Data to examine ▸
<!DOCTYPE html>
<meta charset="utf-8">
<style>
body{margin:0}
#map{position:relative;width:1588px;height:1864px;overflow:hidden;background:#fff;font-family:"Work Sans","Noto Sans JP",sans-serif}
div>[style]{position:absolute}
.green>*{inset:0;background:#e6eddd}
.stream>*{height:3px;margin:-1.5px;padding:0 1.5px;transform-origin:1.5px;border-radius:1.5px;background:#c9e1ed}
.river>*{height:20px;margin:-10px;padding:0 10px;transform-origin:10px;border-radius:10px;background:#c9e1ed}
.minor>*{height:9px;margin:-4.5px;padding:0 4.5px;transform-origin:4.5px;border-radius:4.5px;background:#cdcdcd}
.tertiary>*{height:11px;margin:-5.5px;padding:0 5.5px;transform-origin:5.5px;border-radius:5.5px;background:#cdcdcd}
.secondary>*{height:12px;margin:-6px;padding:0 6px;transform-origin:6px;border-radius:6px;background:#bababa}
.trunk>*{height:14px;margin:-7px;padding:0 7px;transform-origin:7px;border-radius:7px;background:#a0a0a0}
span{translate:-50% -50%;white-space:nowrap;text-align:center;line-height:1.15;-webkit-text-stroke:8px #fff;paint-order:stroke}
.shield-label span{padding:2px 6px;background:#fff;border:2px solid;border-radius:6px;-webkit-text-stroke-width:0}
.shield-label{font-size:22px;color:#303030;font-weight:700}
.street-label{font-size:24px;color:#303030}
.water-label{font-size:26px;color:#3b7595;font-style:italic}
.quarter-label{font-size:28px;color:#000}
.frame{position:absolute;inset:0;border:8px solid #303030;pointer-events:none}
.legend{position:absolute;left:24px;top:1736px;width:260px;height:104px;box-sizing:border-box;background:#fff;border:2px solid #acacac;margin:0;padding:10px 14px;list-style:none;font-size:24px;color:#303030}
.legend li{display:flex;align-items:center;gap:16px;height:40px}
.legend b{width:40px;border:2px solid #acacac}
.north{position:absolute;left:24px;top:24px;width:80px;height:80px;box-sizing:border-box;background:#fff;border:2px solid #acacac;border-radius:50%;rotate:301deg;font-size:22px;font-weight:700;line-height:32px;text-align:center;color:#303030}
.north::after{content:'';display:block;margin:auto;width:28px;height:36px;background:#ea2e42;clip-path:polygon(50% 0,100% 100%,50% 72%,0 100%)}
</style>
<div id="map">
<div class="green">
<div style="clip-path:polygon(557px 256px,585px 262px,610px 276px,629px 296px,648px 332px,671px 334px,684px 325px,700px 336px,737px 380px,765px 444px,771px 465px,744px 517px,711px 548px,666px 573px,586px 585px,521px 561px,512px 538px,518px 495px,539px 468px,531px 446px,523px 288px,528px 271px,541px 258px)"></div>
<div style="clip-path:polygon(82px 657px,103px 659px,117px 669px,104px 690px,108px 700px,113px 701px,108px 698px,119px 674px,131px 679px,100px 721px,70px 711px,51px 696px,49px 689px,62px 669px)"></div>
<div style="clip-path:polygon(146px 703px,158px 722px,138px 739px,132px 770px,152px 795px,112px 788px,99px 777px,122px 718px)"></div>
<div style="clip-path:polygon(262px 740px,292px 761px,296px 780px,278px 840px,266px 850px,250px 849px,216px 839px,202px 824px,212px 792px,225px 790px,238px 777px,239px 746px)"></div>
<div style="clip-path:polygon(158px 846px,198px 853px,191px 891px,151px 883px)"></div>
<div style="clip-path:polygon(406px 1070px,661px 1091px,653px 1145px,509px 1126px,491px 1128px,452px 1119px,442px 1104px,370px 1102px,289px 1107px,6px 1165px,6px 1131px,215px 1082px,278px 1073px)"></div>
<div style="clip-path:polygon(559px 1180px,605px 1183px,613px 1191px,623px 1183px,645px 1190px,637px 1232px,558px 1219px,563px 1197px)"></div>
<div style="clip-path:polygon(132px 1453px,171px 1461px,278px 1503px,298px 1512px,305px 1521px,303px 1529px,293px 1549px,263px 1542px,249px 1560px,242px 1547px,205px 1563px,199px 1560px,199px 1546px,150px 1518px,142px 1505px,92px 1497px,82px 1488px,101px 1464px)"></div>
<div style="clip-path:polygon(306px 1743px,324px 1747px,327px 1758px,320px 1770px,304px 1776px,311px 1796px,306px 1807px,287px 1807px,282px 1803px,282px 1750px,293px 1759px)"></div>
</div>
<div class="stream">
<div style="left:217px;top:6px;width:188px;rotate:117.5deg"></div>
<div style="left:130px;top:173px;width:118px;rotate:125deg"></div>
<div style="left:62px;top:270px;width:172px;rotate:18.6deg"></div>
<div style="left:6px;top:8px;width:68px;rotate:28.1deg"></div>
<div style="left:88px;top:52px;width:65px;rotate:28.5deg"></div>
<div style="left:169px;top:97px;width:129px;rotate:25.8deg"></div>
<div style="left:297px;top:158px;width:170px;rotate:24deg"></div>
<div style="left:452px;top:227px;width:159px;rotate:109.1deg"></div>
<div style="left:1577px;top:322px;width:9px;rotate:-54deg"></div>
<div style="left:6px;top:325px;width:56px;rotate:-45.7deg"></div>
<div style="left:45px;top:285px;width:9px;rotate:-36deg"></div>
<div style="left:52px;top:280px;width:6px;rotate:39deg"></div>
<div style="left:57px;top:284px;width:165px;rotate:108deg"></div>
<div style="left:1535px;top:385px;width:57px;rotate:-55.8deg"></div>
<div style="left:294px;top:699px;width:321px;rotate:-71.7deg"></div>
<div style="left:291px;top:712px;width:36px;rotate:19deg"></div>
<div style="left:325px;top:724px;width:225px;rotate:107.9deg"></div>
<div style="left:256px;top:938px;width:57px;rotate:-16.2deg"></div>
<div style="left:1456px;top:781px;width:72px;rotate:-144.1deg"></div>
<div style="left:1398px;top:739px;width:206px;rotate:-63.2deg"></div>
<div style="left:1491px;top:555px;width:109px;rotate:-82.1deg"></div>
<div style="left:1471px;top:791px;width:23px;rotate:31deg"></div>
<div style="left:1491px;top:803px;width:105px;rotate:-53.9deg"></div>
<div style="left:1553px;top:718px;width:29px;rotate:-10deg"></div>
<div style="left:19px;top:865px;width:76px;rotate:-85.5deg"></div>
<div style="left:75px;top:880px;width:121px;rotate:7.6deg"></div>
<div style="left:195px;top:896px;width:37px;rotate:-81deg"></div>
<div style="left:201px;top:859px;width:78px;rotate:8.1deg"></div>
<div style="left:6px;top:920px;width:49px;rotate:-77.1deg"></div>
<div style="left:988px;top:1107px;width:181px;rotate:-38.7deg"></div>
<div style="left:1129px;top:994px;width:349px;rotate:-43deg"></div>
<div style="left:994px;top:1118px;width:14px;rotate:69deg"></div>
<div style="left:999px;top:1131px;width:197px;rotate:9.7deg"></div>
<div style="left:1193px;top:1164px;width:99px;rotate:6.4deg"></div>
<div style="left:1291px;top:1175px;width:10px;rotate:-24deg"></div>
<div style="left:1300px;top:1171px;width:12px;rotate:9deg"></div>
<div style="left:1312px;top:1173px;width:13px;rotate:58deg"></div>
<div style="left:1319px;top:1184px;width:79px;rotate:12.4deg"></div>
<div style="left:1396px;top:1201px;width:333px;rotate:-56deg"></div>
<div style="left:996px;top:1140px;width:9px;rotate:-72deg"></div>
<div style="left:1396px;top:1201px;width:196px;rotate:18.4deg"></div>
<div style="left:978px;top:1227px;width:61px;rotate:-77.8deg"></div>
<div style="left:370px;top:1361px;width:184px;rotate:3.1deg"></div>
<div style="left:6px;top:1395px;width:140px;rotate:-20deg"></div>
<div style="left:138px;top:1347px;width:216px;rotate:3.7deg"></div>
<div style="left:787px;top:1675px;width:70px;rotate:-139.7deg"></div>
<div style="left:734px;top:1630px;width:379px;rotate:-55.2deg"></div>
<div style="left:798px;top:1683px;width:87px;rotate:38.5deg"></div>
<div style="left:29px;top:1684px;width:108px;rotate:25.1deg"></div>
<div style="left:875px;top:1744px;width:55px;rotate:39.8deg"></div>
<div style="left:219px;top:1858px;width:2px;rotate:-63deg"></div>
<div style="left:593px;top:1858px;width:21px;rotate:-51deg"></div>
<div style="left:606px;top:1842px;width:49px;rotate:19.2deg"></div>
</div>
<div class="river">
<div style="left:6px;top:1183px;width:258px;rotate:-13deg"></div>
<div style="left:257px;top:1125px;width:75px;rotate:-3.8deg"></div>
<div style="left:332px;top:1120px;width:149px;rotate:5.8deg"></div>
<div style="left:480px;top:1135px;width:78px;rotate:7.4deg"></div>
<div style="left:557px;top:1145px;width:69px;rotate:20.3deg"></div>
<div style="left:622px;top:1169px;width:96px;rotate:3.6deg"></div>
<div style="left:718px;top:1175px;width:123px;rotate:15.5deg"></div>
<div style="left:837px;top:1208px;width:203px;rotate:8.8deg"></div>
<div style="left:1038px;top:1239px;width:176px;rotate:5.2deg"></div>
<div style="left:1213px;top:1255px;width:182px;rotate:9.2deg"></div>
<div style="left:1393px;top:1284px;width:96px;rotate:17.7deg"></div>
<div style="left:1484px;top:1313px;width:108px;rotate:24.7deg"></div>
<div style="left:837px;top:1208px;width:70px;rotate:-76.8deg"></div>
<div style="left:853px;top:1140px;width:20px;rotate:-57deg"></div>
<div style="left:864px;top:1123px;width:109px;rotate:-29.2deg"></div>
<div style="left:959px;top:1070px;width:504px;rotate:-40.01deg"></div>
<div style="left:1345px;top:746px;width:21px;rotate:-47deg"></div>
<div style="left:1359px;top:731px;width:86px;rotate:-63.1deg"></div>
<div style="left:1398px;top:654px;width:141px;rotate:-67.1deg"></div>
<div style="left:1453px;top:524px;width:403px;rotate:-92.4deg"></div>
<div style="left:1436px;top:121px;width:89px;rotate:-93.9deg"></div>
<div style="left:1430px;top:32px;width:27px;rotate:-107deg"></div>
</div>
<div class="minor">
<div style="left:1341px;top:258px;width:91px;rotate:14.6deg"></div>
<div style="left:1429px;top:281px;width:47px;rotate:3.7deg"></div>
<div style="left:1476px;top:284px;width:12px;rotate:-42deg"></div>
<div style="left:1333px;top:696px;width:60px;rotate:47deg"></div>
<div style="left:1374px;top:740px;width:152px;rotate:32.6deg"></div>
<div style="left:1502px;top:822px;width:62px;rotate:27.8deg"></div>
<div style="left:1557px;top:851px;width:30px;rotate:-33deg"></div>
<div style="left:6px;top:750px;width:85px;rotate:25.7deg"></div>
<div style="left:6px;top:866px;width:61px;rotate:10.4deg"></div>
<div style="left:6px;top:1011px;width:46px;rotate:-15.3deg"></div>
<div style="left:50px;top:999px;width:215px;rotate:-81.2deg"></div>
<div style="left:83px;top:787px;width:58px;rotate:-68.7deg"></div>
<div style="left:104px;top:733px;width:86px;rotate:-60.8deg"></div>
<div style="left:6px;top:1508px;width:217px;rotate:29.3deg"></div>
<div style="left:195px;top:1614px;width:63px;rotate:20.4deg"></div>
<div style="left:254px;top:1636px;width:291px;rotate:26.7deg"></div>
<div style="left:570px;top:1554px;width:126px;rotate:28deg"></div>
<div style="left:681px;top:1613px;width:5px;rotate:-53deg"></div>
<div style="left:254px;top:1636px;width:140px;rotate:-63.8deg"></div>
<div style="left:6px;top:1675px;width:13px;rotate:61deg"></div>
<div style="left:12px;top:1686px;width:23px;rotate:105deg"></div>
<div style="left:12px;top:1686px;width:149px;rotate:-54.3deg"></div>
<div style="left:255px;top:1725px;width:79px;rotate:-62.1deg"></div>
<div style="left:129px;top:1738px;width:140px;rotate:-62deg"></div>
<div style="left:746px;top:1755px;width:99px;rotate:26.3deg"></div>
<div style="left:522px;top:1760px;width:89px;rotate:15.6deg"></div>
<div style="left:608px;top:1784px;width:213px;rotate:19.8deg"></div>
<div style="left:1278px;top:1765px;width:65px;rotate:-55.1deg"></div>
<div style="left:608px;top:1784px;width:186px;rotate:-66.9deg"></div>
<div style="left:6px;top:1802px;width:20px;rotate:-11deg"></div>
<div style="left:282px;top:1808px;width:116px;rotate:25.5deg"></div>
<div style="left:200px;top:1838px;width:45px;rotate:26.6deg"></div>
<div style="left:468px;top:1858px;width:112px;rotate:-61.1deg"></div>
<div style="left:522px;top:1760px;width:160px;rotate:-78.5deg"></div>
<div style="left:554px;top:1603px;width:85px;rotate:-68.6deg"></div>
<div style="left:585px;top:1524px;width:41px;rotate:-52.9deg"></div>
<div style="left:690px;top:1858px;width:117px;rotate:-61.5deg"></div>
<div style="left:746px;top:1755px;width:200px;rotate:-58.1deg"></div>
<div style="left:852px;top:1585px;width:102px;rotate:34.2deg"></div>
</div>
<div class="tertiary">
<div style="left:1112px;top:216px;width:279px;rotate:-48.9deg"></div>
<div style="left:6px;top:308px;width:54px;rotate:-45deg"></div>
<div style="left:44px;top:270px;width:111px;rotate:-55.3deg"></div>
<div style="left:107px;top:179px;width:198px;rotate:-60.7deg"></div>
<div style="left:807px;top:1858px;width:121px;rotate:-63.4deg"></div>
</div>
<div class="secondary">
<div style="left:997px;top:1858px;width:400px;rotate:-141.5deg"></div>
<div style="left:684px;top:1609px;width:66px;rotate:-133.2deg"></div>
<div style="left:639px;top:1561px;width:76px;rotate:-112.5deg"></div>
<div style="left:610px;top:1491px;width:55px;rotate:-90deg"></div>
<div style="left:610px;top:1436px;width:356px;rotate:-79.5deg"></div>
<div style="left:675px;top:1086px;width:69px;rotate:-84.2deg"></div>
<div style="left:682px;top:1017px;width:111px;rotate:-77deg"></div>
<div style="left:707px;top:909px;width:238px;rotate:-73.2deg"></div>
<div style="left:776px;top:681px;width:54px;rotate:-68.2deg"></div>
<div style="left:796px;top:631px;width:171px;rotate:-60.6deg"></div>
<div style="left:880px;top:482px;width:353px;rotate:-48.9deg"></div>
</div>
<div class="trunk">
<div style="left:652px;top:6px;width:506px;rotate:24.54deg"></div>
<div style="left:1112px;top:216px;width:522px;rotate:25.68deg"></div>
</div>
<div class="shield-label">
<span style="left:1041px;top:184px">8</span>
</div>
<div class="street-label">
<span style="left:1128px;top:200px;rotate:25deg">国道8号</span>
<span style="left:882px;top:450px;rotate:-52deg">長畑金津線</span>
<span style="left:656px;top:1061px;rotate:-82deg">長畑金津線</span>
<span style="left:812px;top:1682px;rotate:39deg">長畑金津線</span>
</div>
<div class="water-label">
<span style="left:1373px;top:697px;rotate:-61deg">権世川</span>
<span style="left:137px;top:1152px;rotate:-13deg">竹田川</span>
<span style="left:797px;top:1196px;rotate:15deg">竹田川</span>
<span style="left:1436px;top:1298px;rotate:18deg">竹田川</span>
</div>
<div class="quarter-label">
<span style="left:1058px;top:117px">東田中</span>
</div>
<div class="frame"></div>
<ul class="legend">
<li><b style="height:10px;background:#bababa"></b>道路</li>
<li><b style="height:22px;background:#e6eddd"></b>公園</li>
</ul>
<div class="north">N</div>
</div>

Task requirements ▸ If a line in the material above contains the word "stream", it counts; give only the number of such lines.

Output of the task ▸ 2